Braised Red Cabbage with Apples
500g Red Cabbage - shredded
200g Cooking Apples - peeled, cored and chopped into small pieces
225g Onion - chopped small
1 clove of garlic - finely chopped
1/2 level tablespoon brown sugar
1 pinch whole nutmeg - freshly grated
1 pinch 1/4 level teaspoon cloves - ground
1 pinch 1/4 level teaspoon cinnamon - ground
1 tablespoon sunflower oil
150ml vegetable stock
salt and freshly ground pepper
This is great with goose, pork or even venison. It is freezeable and re-heatable, so you can easily make it a day in advance.
Preparation time: 15mins
Cook time: 30mins
Serves 6
Heat the oil in a large saucepan.
Add the red cabbage, apples, garlic and onion.

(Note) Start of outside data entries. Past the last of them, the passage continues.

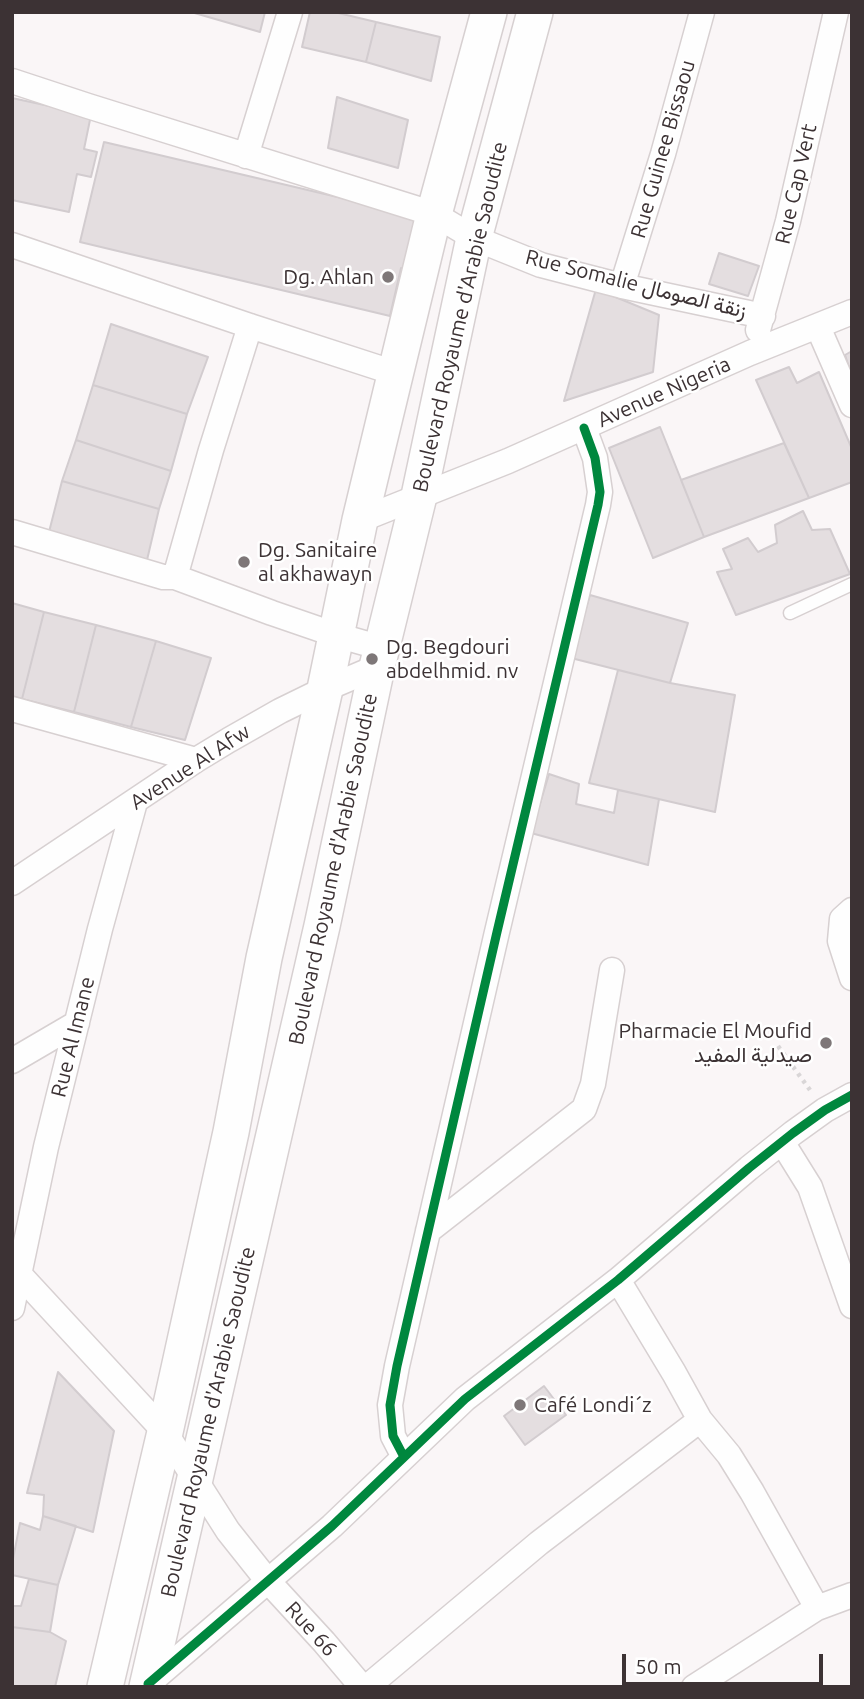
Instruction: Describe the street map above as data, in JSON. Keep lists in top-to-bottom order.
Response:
{
  "streets": {
    "main road": ["Boulevard Royaume d'Arabie Saoudite"],
    "street": [
      "Rue Guinee Bissaou",
      "Rue Cap Vert",
      "Rue Somalie زنقة الصومال",
      "Avenue Nigeria",
      "Avenue Al Afw",
      "Rue Al Imane",
      "Rue 66"
    ]
  },
  "crossings": [
    ["Rue Guinee Bissaou", "Rue Somalie زنقة الصومال"],
    ["Rue Cap Vert", "Rue Somalie زنقة الصومال"],
    ["Rue Cap Vert", "Avenue Nigeria"],
    ["Rue Somalie زنقة الصومال", "Boulevard Royaume d'Arabie Saoudite"],
    ["Boulevard Royaume d'Arabie Saoudite", "Avenue Nigeria"],
    ["Boulevard Royaume d'Arabie Saoudite", "Avenue Al Afw"],
    ["Boulevard Royaume d'Arabie Saoudite", "Rue 66"],
    ["Avenue Al Afw", "Rue Al Imane"]
  ],
  "places": [
    "Dg. Ahlan",
    "Dg. Sanitaire al akhawayn",
    "Dg. Begdouri abdelhmid. nv",
    "Pharmacie El Moufid صيدلية المفيد",
    "Café Londi´z"
  ],
  "scale_bar": "50 m"
}
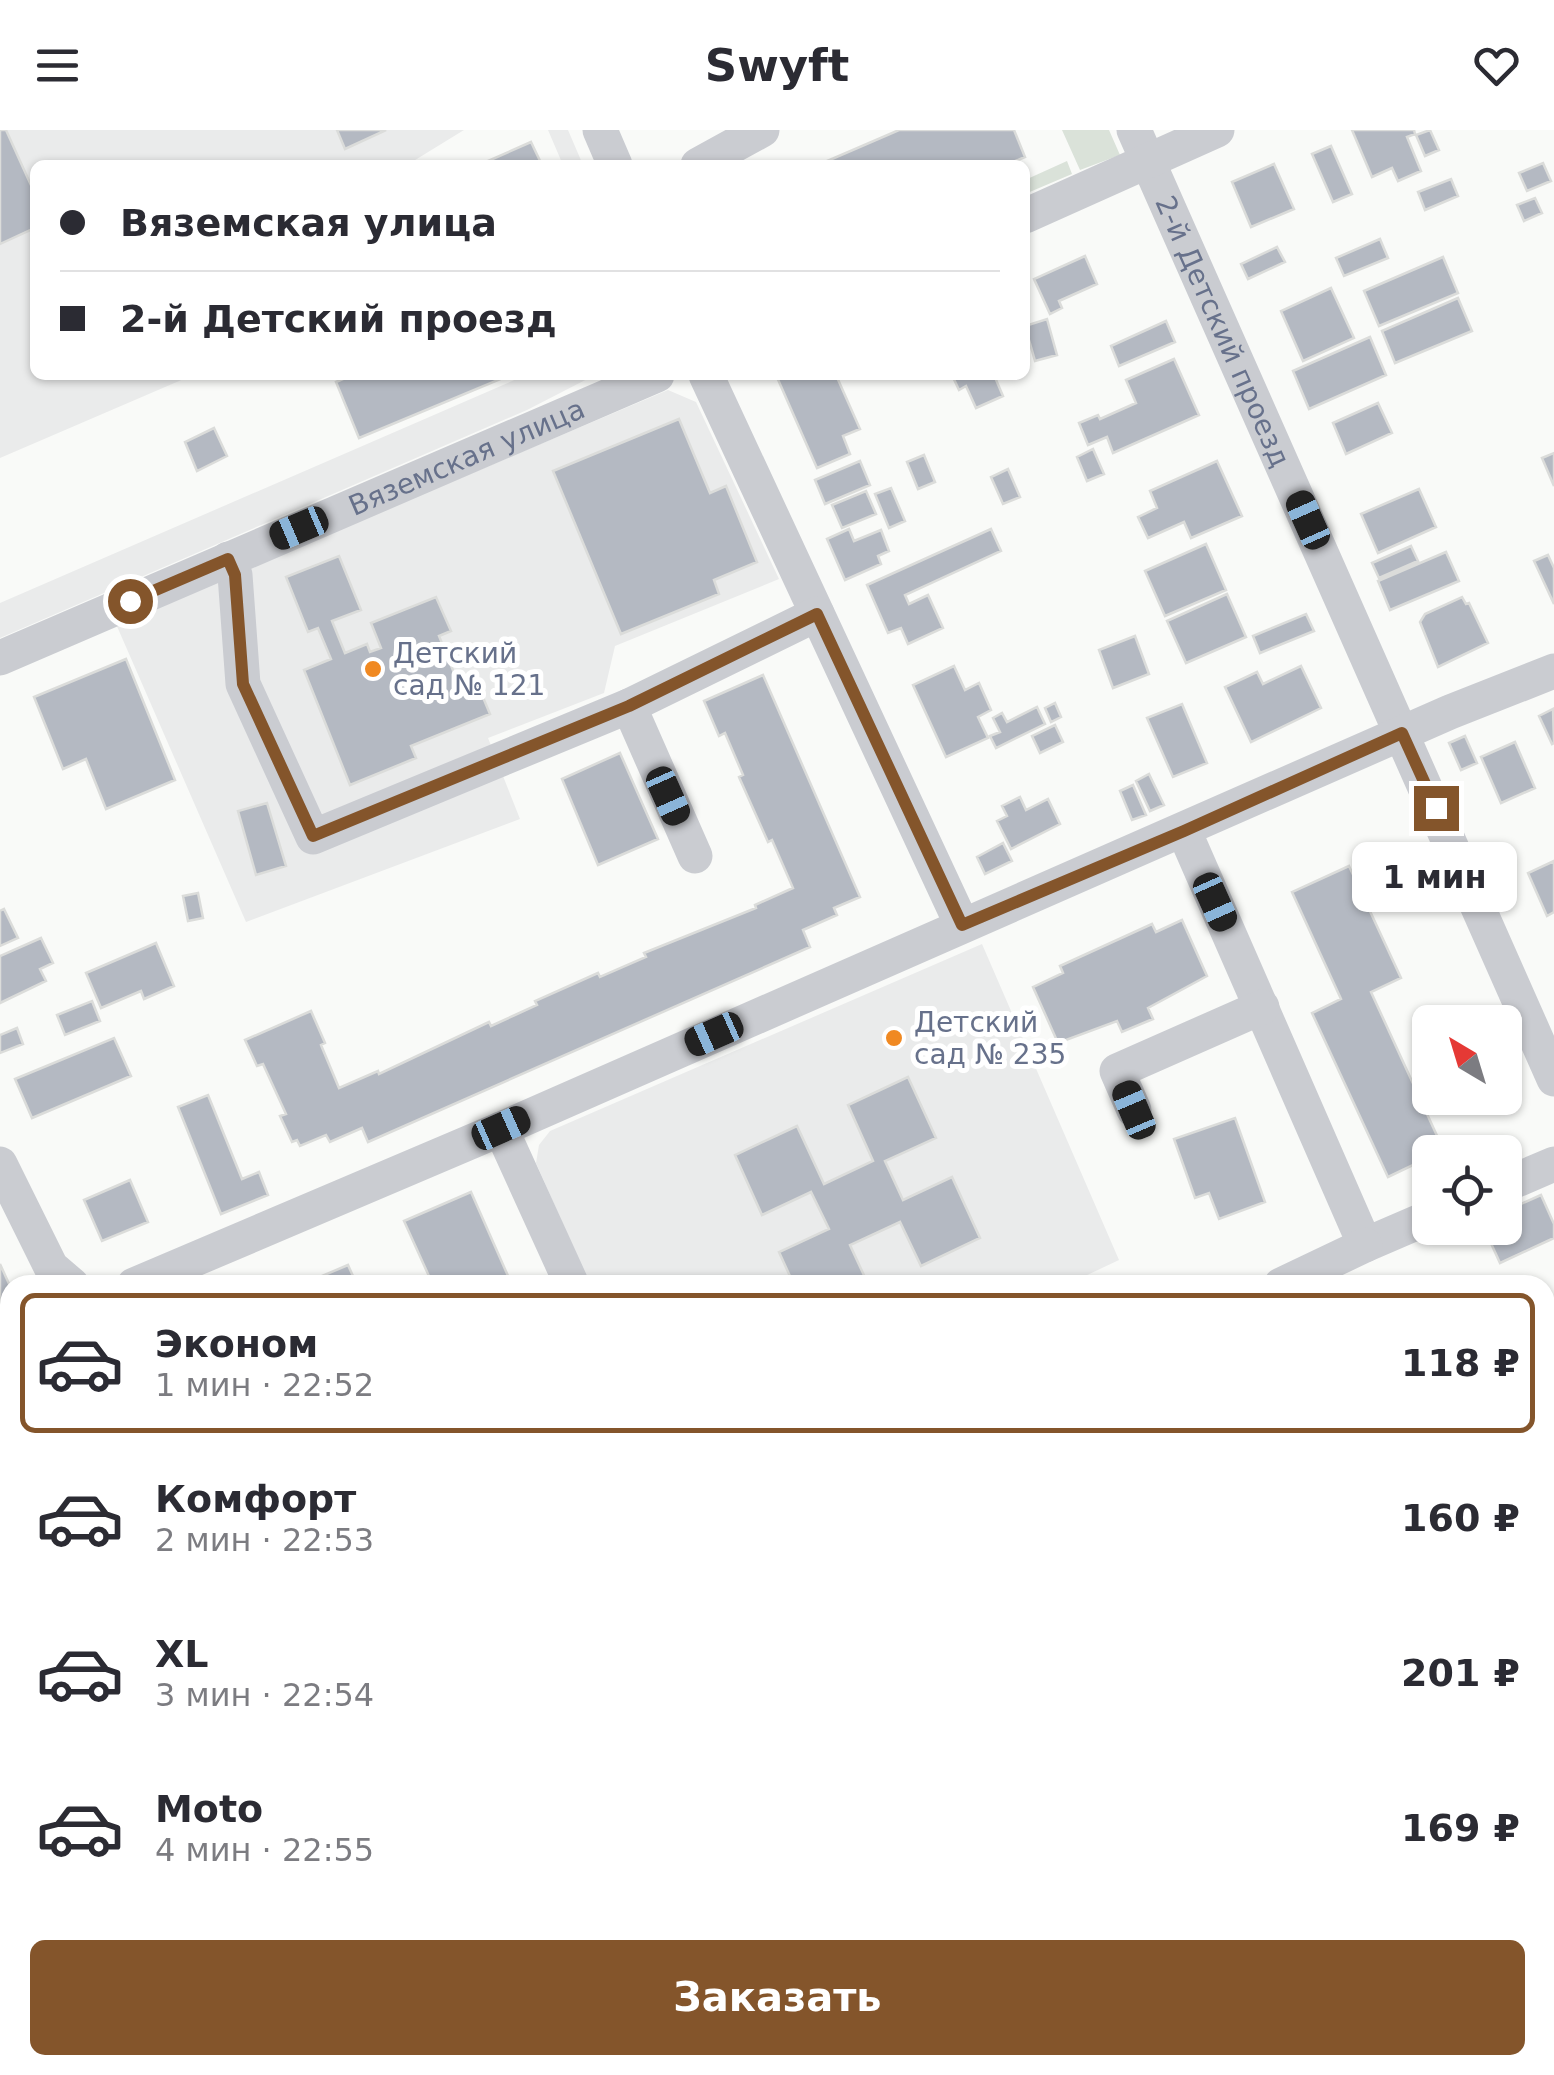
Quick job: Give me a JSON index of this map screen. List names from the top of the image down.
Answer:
{
  "streets": {
    "street": ["2-й Детский проезд", "Вяземская улица"]
  },
  "places": ["Детский сад № 121", "Детский сад № 235"],
  "north": "top left",
  "page": {
    "header": "Swyft",
    "banner": ["Вяземская улица", "2-й Детский проезд"],
    "bubble": "1 мин",
    "list": [
      {
        "name": "Эконом",
        "note": "1 мин · 22:52",
        "value": "118 ₽"
      },
      {
        "name": "Комфорт",
        "note": "2 мин · 22:53",
        "value": "160 ₽"
      },
      {
        "name": "XL",
        "note": "3 мин · 22:54",
        "value": "201 ₽"
      },
      {
        "name": "Moto",
        "note": "4 мин · 22:55",
        "value": "169 ₽"
      }
    ],
    "buttons": "Заказать"
  }
}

Add the stock, and the brown sugar, nutmeg, cloves and cinnamon.
Bring to the boil. Reduce the heat and simmer for 20 mins until most of the liquid has evaporated and the vegetables are tender.
Season to taste and serve.
Beetroot and Red Cabbage Salad
450g red cabbage - finely shredded
1 tablespoon soy sauce
1 tablespoon cider vinegar
2 raw beetroot - peeled and grated
1 orange - zest grated
2 large oranges - skin and pith removed and flesh sliced
2 tablespoon olive oil
pinch black pepper
Preparation Time: 15 minutes
Place cabbage, soy sauce and cider vinegar in a large bowl; stir well, pressing down on the cabbage, almost kneading it.
Combine the rest of the ingredients, add to the cabbage and allow to stand for a few minutes before serving.